__Task description__
Could you transcribe every record below exactly as it stands?

*** Opening Data to process ***

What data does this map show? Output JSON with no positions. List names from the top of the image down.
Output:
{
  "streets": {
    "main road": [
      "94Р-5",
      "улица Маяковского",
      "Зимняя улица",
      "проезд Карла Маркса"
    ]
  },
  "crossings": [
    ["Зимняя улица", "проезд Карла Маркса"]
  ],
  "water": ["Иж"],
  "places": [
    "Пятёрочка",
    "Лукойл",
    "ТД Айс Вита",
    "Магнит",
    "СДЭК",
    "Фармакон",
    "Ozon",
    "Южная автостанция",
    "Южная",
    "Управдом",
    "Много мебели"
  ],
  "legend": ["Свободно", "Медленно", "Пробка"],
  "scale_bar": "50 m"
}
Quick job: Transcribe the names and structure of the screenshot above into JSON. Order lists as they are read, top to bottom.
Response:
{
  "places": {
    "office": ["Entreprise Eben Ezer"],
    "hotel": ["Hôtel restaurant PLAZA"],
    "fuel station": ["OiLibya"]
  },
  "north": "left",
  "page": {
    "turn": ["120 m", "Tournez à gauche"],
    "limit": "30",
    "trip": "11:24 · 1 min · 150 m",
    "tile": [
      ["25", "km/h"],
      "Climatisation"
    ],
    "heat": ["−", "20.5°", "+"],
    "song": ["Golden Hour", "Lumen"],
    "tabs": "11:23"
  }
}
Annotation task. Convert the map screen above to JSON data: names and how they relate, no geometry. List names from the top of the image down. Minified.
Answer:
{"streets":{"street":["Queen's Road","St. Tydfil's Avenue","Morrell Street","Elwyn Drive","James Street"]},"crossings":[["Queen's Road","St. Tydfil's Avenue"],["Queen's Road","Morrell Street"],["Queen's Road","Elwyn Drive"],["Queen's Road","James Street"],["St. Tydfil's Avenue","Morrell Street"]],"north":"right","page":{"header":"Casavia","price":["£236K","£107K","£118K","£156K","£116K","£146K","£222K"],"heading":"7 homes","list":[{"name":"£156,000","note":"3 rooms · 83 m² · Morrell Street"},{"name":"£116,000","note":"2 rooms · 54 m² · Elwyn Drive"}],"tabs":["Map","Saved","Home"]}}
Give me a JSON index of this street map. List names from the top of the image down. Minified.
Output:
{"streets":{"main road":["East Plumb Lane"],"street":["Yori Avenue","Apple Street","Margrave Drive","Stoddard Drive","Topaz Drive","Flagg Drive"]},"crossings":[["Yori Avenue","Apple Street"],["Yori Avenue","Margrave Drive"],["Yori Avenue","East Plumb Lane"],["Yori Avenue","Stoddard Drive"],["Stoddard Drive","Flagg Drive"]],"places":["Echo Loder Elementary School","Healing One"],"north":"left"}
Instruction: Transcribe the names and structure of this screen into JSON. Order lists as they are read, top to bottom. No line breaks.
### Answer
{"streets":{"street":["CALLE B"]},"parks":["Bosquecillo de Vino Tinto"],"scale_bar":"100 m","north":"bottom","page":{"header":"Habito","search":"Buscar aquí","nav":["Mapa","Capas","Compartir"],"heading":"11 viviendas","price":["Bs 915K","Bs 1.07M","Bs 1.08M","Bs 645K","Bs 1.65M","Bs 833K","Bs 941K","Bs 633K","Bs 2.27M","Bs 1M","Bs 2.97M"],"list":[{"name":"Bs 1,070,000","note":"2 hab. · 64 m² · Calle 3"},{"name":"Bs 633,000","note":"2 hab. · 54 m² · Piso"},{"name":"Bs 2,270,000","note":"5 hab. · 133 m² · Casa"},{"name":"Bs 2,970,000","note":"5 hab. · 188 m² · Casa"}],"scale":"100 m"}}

*** Closing Data to process ***

__Response__
What data does this map show? Output JSON with no positions. List names from the top of the image down.
Output:
{
  "streets": {
    "main road": [
      "94Р-5",
      "улица Маяковского",
      "Зимняя улица",
      "проезд Карла Маркса"
    ]
  },
  "crossings": [
    ["Зимняя улица", "проезд Карла Маркса"]
  ],
  "water": ["Иж"],
  "places": [
    "Пятёрочка",
    "Лукойл",
    "ТД Айс Вита",
    "Магнит",
    "СДЭК",
    "Фармакон",
    "Ozon",
    "Южная автостанция",
    "Южная",
    "Управдом",
    "Много мебели"
  ],
  "legend": ["Свободно", "Медленно", "Пробка"],
  "scale_bar": "50 m"
}
Quick job: Transcribe the names and structure of the screenshot above into JSON. Order lists as they are read, top to bottom.
Response:
{
  "places": {
    "office": ["Entreprise Eben Ezer"],
    "hotel": ["Hôtel restaurant PLAZA"],
    "fuel station": ["OiLibya"]
  },
  "north": "left",
  "page": {
    "turn": ["120 m", "Tournez à gauche"],
    "limit": "30",
    "trip": "11:24 · 1 min · 150 m",
    "tile": [
      ["25", "km/h"],
      "Climatisation"
    ],
    "heat": ["−", "20.5°", "+"],
    "song": ["Golden Hour", "Lumen"],
    "tabs": "11:23"
  }
}
Annotation task. Convert the map screen above to JSON data: names and how they relate, no geometry. List names from the top of the image down. Minified.
Answer:
{"streets":{"street":["Queen's Road","St. Tydfil's Avenue","Morrell Street","Elwyn Drive","James Street"]},"crossings":[["Queen's Road","St. Tydfil's Avenue"],["Queen's Road","Morrell Street"],["Queen's Road","Elwyn Drive"],["Queen's Road","James Street"],["St. Tydfil's Avenue","Morrell Street"]],"north":"right","page":{"header":"Casavia","price":["£236K","£107K","£118K","£156K","£116K","£146K","£222K"],"heading":"7 homes","list":[{"name":"£156,000","note":"3 rooms · 83 m² · Morrell Street"},{"name":"£116,000","note":"2 rooms · 54 m² · Elwyn Drive"}],"tabs":["Map","Saved","Home"]}}
Give me a JSON index of this street map. List names from the top of the image down. Minified.
Output:
{"streets":{"main road":["East Plumb Lane"],"street":["Yori Avenue","Apple Street","Margrave Drive","Stoddard Drive","Topaz Drive","Flagg Drive"]},"crossings":[["Yori Avenue","Apple Street"],["Yori Avenue","Margrave Drive"],["Yori Avenue","East Plumb Lane"],["Yori Avenue","Stoddard Drive"],["Stoddard Drive","Flagg Drive"]],"places":["Echo Loder Elementary School","Healing One"],"north":"left"}
Instruction: Transcribe the names and structure of this screen into JSON. Order lists as they are read, top to bottom. No line breaks.
### Answer
{"streets":{"street":["CALLE B"]},"parks":["Bosquecillo de Vino Tinto"],"scale_bar":"100 m","north":"bottom","page":{"header":"Habito","search":"Buscar aquí","nav":["Mapa","Capas","Compartir"],"heading":"11 viviendas","price":["Bs 915K","Bs 1.07M","Bs 1.08M","Bs 645K","Bs 1.65M","Bs 833K","Bs 941K","Bs 633K","Bs 2.27M","Bs 1M","Bs 2.97M"],"list":[{"name":"Bs 1,070,000","note":"2 hab. · 64 m² · Calle 3"},{"name":"Bs 633,000","note":"2 hab. · 54 m² · Piso"},{"name":"Bs 2,270,000","note":"5 hab. · 133 m² · Casa"},{"name":"Bs 2,970,000","note":"5 hab. · 188 m² · Casa"}],"scale":"100 m"}}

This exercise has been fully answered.